§ PROBLEM DETAILS:
Check each line of the records below and collect those holding "linejoin".

Stored items
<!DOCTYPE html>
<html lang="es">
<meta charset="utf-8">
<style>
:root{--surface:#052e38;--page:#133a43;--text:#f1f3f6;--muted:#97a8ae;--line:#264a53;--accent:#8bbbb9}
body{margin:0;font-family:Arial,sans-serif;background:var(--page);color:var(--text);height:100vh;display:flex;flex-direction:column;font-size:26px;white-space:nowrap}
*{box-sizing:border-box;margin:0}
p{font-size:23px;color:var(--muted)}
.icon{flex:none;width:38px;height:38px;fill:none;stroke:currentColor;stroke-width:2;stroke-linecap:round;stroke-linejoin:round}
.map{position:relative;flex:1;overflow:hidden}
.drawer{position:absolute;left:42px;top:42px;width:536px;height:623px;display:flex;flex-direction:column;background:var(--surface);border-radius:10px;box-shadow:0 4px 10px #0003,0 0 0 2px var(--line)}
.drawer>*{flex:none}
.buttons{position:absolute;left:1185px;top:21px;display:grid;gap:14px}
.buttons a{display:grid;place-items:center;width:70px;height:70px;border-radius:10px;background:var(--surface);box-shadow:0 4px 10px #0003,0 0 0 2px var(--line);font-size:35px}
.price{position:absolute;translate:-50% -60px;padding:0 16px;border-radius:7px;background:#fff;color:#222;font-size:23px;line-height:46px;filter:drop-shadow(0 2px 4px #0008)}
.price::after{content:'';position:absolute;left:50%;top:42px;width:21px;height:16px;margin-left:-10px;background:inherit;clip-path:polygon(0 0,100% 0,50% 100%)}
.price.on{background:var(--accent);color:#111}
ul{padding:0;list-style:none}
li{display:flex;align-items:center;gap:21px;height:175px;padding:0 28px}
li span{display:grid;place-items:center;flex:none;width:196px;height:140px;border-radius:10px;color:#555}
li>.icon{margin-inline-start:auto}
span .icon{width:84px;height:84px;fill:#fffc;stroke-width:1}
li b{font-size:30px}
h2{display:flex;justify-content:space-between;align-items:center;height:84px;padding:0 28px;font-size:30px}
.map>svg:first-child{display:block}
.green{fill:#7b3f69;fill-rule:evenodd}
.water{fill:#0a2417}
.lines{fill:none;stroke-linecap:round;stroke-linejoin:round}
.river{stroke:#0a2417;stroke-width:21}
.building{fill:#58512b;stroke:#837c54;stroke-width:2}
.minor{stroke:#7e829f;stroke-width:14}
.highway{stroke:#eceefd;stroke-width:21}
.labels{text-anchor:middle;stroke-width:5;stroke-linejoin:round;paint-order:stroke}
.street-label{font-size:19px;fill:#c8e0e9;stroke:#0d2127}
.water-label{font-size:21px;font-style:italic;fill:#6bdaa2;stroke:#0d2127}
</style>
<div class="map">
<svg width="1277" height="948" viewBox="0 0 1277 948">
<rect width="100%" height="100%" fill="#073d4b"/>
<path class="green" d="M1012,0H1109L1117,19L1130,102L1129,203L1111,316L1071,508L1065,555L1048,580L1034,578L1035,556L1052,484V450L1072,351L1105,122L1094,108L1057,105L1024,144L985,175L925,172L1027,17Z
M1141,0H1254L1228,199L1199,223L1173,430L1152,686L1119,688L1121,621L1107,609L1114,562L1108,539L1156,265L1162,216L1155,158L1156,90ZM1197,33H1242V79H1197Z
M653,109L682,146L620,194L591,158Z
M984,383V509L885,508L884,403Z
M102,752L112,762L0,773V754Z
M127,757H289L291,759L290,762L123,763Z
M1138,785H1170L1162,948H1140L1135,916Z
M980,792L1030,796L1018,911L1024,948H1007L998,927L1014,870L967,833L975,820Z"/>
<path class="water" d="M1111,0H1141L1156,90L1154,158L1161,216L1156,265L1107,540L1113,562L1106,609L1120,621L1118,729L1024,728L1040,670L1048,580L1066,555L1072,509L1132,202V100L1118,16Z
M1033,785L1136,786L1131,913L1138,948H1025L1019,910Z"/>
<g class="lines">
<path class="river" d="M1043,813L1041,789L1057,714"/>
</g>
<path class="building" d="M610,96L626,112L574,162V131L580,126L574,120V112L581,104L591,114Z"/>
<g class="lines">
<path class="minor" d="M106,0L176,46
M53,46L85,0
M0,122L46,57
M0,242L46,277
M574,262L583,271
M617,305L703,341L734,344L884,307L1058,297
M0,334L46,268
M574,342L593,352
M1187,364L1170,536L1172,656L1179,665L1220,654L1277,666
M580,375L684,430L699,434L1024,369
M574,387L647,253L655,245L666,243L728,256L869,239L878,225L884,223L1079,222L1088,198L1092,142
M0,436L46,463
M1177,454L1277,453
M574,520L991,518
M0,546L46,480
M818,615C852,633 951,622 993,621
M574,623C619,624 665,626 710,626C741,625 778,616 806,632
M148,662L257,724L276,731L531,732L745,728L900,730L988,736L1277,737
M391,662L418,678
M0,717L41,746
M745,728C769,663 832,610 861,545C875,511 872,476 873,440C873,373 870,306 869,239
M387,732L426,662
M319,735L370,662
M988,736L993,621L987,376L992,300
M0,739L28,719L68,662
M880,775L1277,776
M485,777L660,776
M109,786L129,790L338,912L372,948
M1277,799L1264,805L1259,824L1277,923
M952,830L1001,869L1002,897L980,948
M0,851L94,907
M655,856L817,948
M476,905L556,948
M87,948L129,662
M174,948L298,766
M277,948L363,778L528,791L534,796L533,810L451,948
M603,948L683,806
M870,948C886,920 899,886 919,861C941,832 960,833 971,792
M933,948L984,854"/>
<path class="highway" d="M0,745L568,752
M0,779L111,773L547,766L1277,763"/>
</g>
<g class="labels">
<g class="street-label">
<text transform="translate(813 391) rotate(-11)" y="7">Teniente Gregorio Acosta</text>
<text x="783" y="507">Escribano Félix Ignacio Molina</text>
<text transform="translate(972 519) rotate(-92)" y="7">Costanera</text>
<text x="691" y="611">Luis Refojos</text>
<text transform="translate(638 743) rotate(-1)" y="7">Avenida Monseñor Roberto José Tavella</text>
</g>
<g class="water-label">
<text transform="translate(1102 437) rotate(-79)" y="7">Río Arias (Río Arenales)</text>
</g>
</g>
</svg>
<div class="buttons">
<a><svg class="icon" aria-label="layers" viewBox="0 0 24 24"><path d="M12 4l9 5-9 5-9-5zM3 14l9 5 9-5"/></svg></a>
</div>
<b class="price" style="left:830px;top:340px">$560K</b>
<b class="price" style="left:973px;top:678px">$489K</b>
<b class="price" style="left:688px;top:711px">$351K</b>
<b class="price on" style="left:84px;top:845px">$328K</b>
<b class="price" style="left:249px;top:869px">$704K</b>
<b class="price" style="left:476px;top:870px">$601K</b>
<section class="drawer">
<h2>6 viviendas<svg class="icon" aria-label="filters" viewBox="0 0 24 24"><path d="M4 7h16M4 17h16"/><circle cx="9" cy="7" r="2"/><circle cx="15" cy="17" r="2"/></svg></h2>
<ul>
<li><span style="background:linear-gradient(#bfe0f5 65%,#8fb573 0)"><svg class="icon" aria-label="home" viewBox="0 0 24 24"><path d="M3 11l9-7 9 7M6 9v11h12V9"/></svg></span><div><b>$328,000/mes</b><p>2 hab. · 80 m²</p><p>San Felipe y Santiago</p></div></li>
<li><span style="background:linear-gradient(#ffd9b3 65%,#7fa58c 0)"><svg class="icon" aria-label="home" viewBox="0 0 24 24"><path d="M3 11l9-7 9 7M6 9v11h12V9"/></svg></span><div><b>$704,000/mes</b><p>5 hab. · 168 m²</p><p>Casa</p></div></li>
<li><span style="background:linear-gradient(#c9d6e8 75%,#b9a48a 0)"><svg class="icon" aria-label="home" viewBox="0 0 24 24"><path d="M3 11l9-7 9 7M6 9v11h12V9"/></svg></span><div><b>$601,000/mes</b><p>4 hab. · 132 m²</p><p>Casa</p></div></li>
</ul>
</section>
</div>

§ YOUR RESPONSE:
.icon{flex:none;width:38px;height:38px;fill:none;stroke:currentColor;stroke-width:2;stroke-linecap:round;stroke-linejoin:round}
.lines{fill:none;stroke-linecap:round;stroke-linejoin:round}
.labels{text-anchor:middle;stroke-width:5;stroke-linejoin:round;paint-order:stroke}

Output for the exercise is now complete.